Breaking up isn’t easy. There are far too many emotions attached. Especially when hearts are broken. Sure, there are a plethora of reasons for a romantic detachment and it can take time to heal, but you’re bound to go through grief. Presented by Ruddy Productions, Orion, written by Matthew McLachlan is a millennial rom-dram about a moving on from love and finding your worth when closure isn’t necessarily an option.

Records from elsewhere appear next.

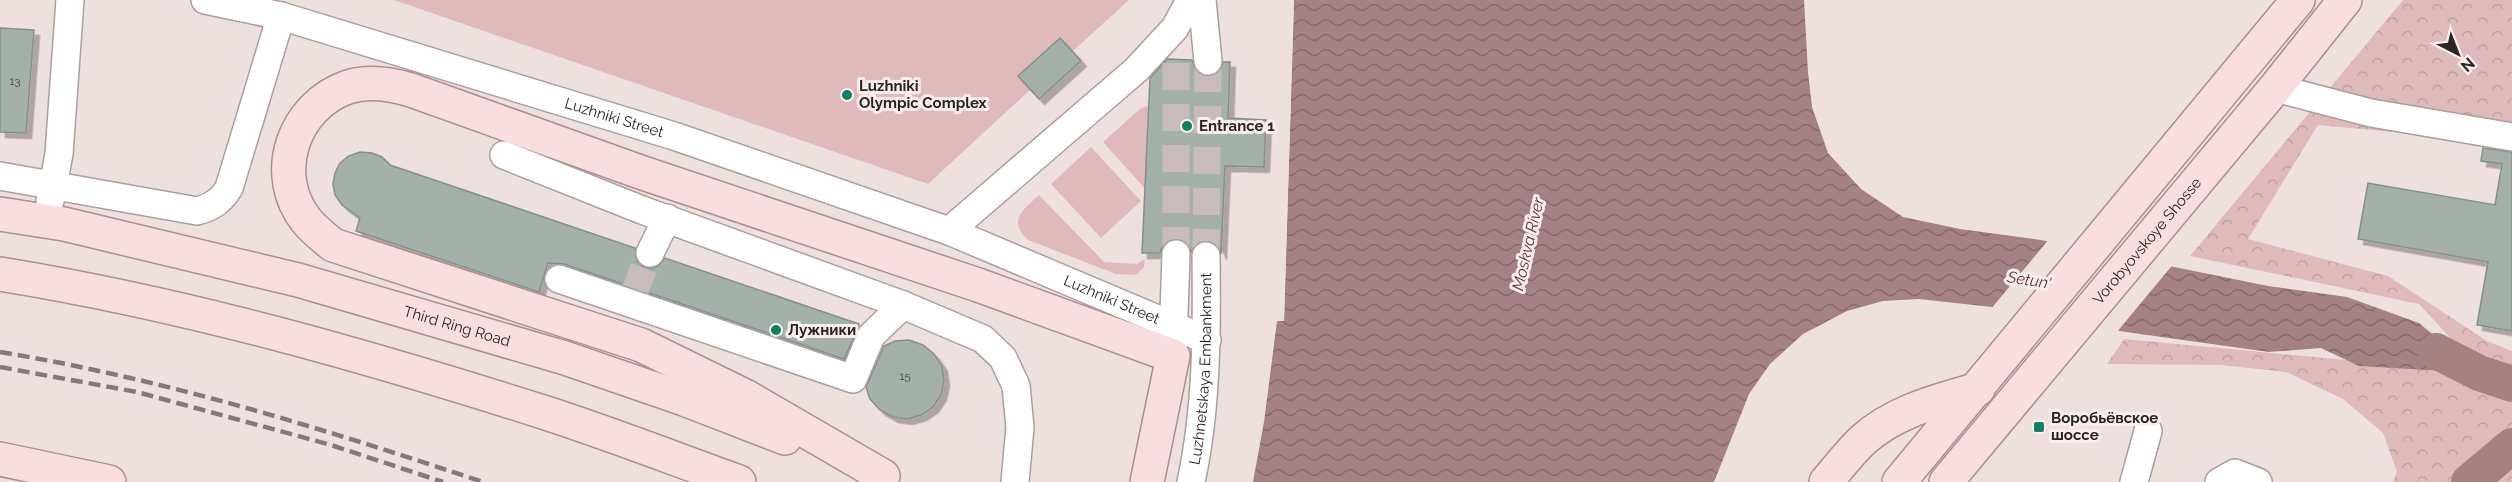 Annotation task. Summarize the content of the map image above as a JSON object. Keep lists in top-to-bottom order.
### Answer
{
  "streets": {
    "main road": ["Vorobyovskoye Shosse", "Third Ring Road", "Luzhnetskaya Embankment"],
    "street": ["Luzhniki Street"]
  },
  "crossings": [
    ["Luzhniki Street", "Luzhnetskaya Embankment"]
  ],
  "water": ["Moskva River", "Setun'"],
  "places": {
    "other": ["Luzhniki Olympic Complex", "Entrance 1", "Лужники"],
    "transit": ["Воробьёвское шоссе"]
  },
  "house_numbers": ["13", "15"],
  "north": "bottom right"
} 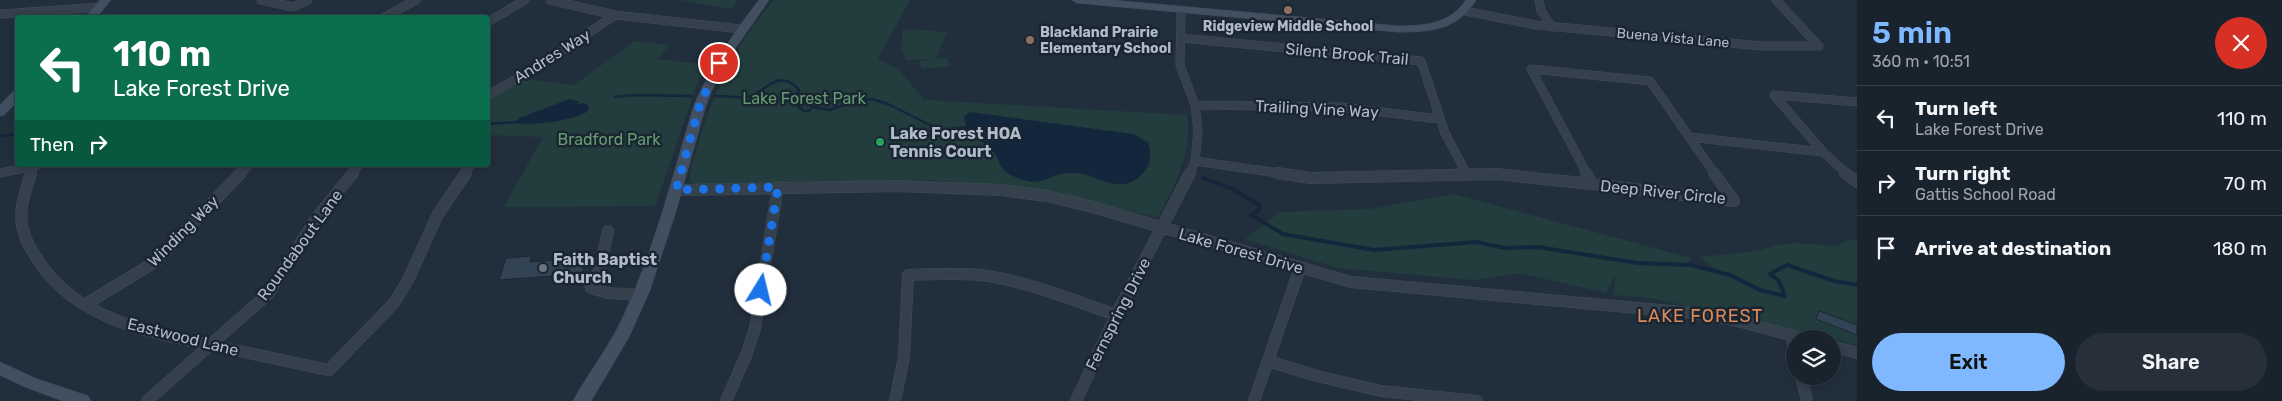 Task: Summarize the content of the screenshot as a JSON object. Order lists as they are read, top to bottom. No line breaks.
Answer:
{"streets":{"street":["Buena Vista Lane","Silent Brook Trail","Andres Way","Trailing Vine Way","Deep River Circle","Winding Way","Roundabout Lane","Lake Forest Drive","Fernspring Drive","Eastwood Lane"]},"crossings":[["Silent Brook Trail","Trailing Vine Way"],["Silent Brook Trail","Deep River Circle"],["Silent Brook Trail","Fernspring Drive"],["Trailing Vine Way","Fernspring Drive"],["Deep River Circle","Fernspring Drive"],["Winding Way","Eastwood Lane"],["Roundabout Lane","Eastwood Lane"],["Lake Forest Drive","Fernspring Drive"]],"districts":["LAKE FOREST"],"parks":["Lake Forest Park","Bradford Park"],"places":["Ridgeview Middle School","Blackland Prairie Elementary School","Lake Forest HOA Tennis Court","Faith Baptist Church"],"page":{"heading":["5 min","360 m · 10:51"],"turn":["110 m","Lake Forest Drive"],"list":[{"name":"Turn left","note":"Lake Forest Drive","value":"110 m"},{"name":"Turn right","note":"Gattis School Road","value":"70 m"},{"name":"Arrive at destination","value":"180 m"}],"then":"Then","buttons":["Exit","Share"]}}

Gwen has dumped Sam. For space. Or time to find herself. Or because of work. Or it’s all the clichés rolled up into one. Sam isn’t quite taking the break up with ease. He’s hurting, and rightly so. But as Sam tries to move on, he realizes that Gwen still has a hold of his mind and his heart. Sam’s best friend Scott tries to alleviate the pain through his goofy demeanor all while his romance with Abby is thriving. Orion is a story about life after love. Matthew McLachlan has a colloquial way about his words. His dialogue is snappy and deliberate. The characters he has crafted are clear. With the commercial nature of the story and the static staging by Joshua Warr, Orion screams movie. And that’s not a bad thing at all. The play easily transcends its medium. Where the piece did struggle a bit was the structure. Even though we learned some new information in the monologues, they weren’t essential and the content could have been incorporated in a slightly more active way, especially since the clarity of who was on the receiving end of the monologue was not entirely there. They did, however, pay off with the final beat of the play where the words intercepted to tie the piece off nicely with a bow. But the moment that hurt the overall arc of the story as well as some individual narratives was the flashback placement. The scene itself is a glowing highlight of McLachlan’s writing. It’s a beautiful and endearing scene. But by capping off the show with the key information we learn in the scene combined with everything leading up to it, it manages to weaken Sam and turn Gwen into literally the worst person ever, a title she may have already had. We learn in this scene that it was in fact Gwen leading the flirting that got Sam and Gwen together. Combine that with her breaking his heart and immediately finding a new love, she comes off as a selfish character. If this scene is integral, leading the show off with it and then jumping ahead in time to the true scene one allows sympathy to be had for Sam as he battles grief and a broken heart. The scene certainly colors the characters, the writing is brilliant, but Orion still flows without it. The other thing earned by introducing it at the start is the origin of Orion and what it means to the pair.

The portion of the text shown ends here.